Tout ce que certains ont pensé qu'avec l'ouverture d'Obama et le rapprochement des États-Unis avec le régime, les choses pourraient commencer à changer..... Les choses ont-elles changé ou la vie est-elle toujours aussi difficile ?
La situation s'est aggravée, quand Obama est arrivé, il y a eu un rapprochement, mais le régime cubain n'en a tiré aucun avantage, au contraire, il a exigé plus de choses du gouvernement américain sans rien offrir en retour. Le régime se plaint de l'embargo depuis 60 ans, mais rien n'est fait pour résoudre la situation, il n'y a aucun engagement de la part du régime, par conséquent, la situation continue d'être énorme, l'Europe est en faveur de la levée de l'embargo, il y a d'autres pays qui ne sont pas d'accord avec sa levée en raison des caractéristiques du régime. Le gouvernement maintient l'embargo en place contre toutes sortes d'incidents, même contre ceux qui demandent la suspension de l'embargo ; le gouvernement ne veut pas perdre le moindre contrôle.
Le régime semble rester fort malgré les dernières manifestations qui ont mis en échec le gouvernement de Miguel Díaz-Canel, et même Raúl Castro a dû apparaître...
Les temps ont changé, nous sommes dans une ère différente dans le monde et logiquement le régime utilise un temps qui ne lui appartient pas. Le 11-J, c'est ainsi que le mouvement est connu, était une chose totalement spontanée où la réponse du gouvernement a été d'appliquer le terrorisme d'état, avec d'énormes condamnations pour être descendu dans les rues pour protester. Il y a des jeunes qui ont été condamnés à 23 et 28 ans de prison, rappelons-le, pour être sortis manifester, c'est terrible, les gens ont le droit à la liberté d'expression et de sortir dans la rue, l'article 54 de la Constitution du régime le reconnaît comme tel, mais c'est de la théorie, si on met le cas en pratique on a déjà vu ce qui se passe.

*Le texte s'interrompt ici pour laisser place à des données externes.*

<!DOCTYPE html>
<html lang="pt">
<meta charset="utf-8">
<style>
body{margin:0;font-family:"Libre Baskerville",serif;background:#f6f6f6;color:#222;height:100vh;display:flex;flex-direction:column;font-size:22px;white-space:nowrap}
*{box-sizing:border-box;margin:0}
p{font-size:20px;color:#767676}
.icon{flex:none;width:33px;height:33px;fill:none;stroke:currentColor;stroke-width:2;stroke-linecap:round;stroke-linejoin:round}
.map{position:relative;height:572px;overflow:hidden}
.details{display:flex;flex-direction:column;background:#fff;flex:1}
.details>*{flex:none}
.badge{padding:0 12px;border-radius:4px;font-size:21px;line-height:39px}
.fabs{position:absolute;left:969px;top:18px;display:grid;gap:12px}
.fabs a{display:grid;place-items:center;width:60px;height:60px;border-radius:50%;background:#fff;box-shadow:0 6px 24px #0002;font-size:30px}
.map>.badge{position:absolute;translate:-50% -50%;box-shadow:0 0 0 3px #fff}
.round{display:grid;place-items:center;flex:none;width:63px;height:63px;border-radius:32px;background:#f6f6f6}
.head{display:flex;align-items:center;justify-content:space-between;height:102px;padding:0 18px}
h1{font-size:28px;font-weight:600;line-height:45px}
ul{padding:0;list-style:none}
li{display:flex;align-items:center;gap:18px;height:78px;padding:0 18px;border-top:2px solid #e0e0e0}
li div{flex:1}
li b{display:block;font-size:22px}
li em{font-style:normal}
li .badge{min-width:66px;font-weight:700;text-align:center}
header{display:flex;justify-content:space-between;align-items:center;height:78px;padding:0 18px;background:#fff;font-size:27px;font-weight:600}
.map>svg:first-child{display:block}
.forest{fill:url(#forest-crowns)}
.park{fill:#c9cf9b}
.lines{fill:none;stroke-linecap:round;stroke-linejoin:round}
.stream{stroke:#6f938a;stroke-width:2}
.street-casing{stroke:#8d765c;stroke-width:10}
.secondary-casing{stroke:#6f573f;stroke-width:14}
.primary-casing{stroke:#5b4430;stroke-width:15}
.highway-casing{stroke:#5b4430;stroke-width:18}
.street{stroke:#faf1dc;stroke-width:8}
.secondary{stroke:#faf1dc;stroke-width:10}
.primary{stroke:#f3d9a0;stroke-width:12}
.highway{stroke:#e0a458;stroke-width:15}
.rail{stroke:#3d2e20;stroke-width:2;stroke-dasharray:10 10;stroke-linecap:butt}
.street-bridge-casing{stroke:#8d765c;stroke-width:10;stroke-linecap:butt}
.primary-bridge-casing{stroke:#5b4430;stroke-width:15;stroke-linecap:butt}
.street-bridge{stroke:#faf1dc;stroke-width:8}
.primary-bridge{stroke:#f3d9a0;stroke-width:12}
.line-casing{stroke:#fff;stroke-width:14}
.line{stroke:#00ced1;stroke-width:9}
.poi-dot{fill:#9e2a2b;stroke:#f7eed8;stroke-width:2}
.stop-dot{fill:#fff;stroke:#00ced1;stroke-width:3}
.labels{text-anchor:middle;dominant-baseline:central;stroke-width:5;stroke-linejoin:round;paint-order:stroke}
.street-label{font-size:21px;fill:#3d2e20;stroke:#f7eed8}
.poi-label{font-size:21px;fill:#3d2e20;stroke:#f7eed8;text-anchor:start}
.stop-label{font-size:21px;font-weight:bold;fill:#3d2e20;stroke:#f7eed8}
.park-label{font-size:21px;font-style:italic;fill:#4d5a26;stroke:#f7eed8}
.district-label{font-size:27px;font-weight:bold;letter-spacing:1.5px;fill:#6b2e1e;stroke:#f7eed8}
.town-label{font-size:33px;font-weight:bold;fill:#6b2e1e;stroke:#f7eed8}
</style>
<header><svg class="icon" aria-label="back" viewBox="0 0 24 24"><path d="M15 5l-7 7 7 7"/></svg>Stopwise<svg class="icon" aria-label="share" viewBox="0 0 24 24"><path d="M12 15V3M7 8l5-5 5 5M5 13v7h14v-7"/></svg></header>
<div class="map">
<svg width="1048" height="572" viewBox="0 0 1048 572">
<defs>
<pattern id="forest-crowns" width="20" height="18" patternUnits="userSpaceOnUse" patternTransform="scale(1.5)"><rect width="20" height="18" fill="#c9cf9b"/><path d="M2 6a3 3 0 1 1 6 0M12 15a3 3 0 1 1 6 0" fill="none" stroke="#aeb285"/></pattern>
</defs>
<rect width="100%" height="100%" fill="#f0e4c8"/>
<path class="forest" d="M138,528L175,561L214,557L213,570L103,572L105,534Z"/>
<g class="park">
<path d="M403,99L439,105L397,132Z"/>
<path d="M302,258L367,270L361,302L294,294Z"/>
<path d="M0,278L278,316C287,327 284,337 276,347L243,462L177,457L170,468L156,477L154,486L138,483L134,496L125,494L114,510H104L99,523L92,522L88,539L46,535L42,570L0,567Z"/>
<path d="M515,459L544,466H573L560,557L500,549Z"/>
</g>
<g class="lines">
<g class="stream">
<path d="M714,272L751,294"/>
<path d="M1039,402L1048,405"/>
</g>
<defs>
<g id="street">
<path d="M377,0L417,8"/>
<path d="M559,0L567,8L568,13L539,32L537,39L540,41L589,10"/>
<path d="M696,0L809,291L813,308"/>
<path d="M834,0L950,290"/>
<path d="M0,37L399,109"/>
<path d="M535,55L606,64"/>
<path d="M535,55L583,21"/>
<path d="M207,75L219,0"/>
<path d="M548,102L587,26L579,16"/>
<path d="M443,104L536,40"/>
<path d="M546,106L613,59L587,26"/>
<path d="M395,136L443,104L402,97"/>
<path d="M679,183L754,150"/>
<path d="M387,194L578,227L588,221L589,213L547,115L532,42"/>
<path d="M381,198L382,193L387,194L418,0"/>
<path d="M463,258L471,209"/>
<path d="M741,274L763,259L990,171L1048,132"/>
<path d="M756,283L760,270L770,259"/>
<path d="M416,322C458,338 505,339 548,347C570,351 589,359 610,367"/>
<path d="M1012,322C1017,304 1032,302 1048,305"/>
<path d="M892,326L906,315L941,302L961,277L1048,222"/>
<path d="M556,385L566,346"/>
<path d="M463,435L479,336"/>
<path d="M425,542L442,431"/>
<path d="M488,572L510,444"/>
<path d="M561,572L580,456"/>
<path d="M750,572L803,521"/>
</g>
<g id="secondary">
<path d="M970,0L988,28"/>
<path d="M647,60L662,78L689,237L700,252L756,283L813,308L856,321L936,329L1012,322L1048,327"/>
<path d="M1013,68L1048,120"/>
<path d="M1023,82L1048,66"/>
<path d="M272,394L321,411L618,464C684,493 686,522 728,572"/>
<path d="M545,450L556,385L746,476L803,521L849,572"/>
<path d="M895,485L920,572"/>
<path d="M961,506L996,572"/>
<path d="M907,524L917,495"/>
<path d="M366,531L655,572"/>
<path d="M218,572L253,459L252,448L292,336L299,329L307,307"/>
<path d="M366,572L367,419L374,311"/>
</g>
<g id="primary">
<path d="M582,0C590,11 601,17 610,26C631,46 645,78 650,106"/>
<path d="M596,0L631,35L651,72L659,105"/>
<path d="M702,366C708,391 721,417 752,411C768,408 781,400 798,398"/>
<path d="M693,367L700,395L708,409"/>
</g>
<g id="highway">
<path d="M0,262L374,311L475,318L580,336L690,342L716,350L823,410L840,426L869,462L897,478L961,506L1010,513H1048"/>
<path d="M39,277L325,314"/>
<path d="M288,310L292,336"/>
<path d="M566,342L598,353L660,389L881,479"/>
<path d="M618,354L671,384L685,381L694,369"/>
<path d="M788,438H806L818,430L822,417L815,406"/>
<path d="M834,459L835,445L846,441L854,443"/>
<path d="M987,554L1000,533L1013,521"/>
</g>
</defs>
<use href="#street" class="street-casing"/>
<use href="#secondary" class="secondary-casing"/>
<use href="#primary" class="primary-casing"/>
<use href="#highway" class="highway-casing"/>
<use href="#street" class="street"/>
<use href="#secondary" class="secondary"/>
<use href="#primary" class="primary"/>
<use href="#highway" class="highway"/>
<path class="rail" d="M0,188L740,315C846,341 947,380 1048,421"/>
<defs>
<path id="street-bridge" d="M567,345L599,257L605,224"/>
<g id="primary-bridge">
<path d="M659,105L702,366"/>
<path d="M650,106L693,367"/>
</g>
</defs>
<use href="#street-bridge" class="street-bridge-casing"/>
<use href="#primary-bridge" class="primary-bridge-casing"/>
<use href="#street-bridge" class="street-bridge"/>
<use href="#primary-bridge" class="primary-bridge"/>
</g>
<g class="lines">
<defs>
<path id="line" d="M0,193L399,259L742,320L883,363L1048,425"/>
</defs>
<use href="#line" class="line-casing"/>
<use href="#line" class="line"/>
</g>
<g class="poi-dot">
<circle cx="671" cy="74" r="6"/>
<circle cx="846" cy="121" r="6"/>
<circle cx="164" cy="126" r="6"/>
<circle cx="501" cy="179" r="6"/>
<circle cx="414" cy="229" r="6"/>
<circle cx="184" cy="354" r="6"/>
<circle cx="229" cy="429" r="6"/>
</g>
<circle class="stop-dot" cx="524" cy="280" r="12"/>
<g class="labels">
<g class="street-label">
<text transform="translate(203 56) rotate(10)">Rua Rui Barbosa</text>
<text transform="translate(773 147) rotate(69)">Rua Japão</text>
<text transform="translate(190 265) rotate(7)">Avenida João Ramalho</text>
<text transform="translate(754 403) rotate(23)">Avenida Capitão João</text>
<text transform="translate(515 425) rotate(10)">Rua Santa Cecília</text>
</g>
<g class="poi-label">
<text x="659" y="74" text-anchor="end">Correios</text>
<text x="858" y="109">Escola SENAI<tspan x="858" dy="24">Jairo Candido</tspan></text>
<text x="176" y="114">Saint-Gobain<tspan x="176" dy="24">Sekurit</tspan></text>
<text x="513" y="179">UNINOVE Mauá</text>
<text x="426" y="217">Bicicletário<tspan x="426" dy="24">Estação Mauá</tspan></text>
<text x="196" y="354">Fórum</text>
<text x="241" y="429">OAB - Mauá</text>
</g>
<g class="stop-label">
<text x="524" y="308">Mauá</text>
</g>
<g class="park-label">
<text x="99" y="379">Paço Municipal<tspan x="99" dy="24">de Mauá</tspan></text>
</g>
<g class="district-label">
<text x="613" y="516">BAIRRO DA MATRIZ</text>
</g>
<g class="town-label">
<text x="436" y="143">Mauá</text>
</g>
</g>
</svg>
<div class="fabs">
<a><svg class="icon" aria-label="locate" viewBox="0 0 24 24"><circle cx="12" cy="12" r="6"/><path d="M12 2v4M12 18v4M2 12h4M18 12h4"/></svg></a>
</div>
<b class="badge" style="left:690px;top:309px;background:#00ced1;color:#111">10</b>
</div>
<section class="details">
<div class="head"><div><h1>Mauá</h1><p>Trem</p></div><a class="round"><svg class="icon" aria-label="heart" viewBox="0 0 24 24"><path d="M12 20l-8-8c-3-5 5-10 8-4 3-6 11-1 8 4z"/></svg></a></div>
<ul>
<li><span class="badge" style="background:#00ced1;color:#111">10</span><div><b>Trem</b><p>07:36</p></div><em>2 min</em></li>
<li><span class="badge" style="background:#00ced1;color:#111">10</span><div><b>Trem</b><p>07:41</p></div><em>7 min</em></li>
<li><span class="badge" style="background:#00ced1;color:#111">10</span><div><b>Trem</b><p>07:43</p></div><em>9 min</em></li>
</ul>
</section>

Le problème est qu'il y a encore des gens dans le monde, en Espagne, qui utilisent encore Cuba comme exemple... ce doit être parce qu'ils n'y vivent pas.
C'est clair, cela semble différent de l'extérieur, mais la situation à Cuba est très précaire, il y a une énorme différence dans le niveau de vie. La société est en crise car l'économie est en crise et cela affecte la société, les gens manquent de motivation en ce moment. Je ne sais pas si vous êtes au courant, il y a eu une énorme ruée depuis la possibilité de partir par le Nicaragua, les gens vendent leurs maisons et essaient de sortir de Cuba parce qu'il n'y a plus d'espoir. C'est une chose formidable qui se passe.
Nous n'avons pas été informés qu'il y avait à nouveau cet exode de Cubains quittant le pays...
Oui, bien sûr, avec la particularité que cette fois-ci le régime cubain n'a pas rouvert les vannes comme les fois précédentes, car les Etats-Unis ont dit que cela serait compris comme une agression contre le pays et qu'ils répondraient en conséquence. C'est pour cette raison que le Nicaragua avec Daniel Ortega à la tête, un partenaire de La Havane, a ouvert la frontière sans besoin de visa et les gens partent par là, nous parlons de quelque chose d'énorme. Ce qui est surprenant, c'est que toutes sortes de maisons sont vendues, on remarque que ce ne sont pas des gens qui ont des problèmes économiques, car ceux qui ont une maison à Miramar n'ont pas de problèmes de ce genre, ce qu'ils font, c'est partir en courant. Bientôt, il sera également possible de quitter Cuba en passant par la Jamaïque, ce qui permettra aux Cubains de rester 72 heures à l'aéroport sans avoir besoin d'un visa afin de pouvoir poursuivre leur voyage.